▸ **TASK DETAILS**: What lines of the data hold the string "Караїмська"? Pull each one out.
** Opening ENTRIES PROVIDED block **
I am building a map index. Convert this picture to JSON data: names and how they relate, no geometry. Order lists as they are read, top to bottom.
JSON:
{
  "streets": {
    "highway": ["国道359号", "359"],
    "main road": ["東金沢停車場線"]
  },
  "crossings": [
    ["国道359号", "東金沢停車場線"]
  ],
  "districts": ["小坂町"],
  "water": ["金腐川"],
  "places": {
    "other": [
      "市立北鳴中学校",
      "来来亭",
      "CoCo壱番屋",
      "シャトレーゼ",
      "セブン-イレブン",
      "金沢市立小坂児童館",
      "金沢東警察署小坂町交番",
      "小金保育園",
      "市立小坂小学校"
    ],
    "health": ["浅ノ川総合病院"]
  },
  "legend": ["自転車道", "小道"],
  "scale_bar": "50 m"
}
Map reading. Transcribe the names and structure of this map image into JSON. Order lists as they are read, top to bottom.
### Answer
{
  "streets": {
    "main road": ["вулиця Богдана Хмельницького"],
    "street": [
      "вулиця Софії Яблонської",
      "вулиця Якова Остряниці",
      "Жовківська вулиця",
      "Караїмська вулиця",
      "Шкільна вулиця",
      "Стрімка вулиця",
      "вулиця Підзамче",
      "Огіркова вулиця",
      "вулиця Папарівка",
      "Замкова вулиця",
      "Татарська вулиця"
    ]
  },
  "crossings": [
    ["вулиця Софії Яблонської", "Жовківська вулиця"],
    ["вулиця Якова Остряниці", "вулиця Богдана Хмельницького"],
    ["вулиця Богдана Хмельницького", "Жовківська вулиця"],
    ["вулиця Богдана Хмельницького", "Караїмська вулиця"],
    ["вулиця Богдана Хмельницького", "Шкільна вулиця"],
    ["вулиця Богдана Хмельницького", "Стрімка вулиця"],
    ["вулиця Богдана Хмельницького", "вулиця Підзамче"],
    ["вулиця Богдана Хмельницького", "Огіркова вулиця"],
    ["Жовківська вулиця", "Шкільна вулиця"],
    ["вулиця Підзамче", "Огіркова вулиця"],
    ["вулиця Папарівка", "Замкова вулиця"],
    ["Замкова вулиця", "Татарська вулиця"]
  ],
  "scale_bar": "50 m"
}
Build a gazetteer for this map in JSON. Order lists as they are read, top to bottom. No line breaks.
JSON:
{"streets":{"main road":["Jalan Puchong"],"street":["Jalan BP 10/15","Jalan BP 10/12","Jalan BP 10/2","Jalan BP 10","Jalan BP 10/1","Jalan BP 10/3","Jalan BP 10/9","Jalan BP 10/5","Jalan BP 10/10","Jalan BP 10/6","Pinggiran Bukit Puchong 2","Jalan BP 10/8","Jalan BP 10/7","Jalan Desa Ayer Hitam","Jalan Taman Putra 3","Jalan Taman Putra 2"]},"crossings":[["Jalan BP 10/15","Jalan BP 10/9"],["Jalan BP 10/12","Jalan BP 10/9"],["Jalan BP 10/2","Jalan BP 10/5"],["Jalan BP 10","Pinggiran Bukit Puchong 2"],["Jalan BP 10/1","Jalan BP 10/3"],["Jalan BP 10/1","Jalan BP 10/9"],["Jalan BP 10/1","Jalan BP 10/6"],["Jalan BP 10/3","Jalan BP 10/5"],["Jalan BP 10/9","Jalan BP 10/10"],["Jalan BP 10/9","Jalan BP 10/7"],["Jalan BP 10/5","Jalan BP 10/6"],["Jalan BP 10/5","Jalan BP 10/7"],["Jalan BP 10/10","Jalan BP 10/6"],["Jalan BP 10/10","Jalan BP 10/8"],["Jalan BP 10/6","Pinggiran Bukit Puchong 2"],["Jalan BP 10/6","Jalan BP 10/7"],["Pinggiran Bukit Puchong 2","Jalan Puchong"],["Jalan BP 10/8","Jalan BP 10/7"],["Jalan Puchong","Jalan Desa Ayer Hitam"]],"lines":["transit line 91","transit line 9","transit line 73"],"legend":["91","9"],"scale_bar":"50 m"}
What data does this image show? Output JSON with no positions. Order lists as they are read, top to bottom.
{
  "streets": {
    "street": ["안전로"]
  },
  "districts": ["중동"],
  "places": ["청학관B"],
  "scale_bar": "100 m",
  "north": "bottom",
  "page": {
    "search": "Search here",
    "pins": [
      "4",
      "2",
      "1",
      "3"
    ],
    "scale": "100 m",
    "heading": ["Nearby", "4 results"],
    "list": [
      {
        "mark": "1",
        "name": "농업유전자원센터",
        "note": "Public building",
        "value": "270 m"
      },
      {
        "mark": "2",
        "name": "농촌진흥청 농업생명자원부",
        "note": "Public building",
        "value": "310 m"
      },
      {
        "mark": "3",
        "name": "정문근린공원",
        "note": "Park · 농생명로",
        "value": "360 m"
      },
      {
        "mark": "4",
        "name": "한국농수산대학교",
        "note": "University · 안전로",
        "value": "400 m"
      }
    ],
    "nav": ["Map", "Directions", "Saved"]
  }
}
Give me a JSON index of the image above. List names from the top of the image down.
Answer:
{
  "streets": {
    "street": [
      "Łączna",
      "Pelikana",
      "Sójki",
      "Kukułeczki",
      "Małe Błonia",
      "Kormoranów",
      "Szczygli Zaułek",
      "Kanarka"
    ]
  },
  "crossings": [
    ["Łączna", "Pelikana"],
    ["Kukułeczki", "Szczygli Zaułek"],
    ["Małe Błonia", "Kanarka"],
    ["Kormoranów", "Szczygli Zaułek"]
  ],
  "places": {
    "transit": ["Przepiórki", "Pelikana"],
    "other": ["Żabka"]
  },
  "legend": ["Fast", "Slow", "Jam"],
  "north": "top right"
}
** Closing ENTRIES PROVIDED block **
▸ **SOLVED EXERCISE**:
      "Караїмська вулиця",
    ["вулиця Богдана Хмельницького", "Караїмська вулиця"],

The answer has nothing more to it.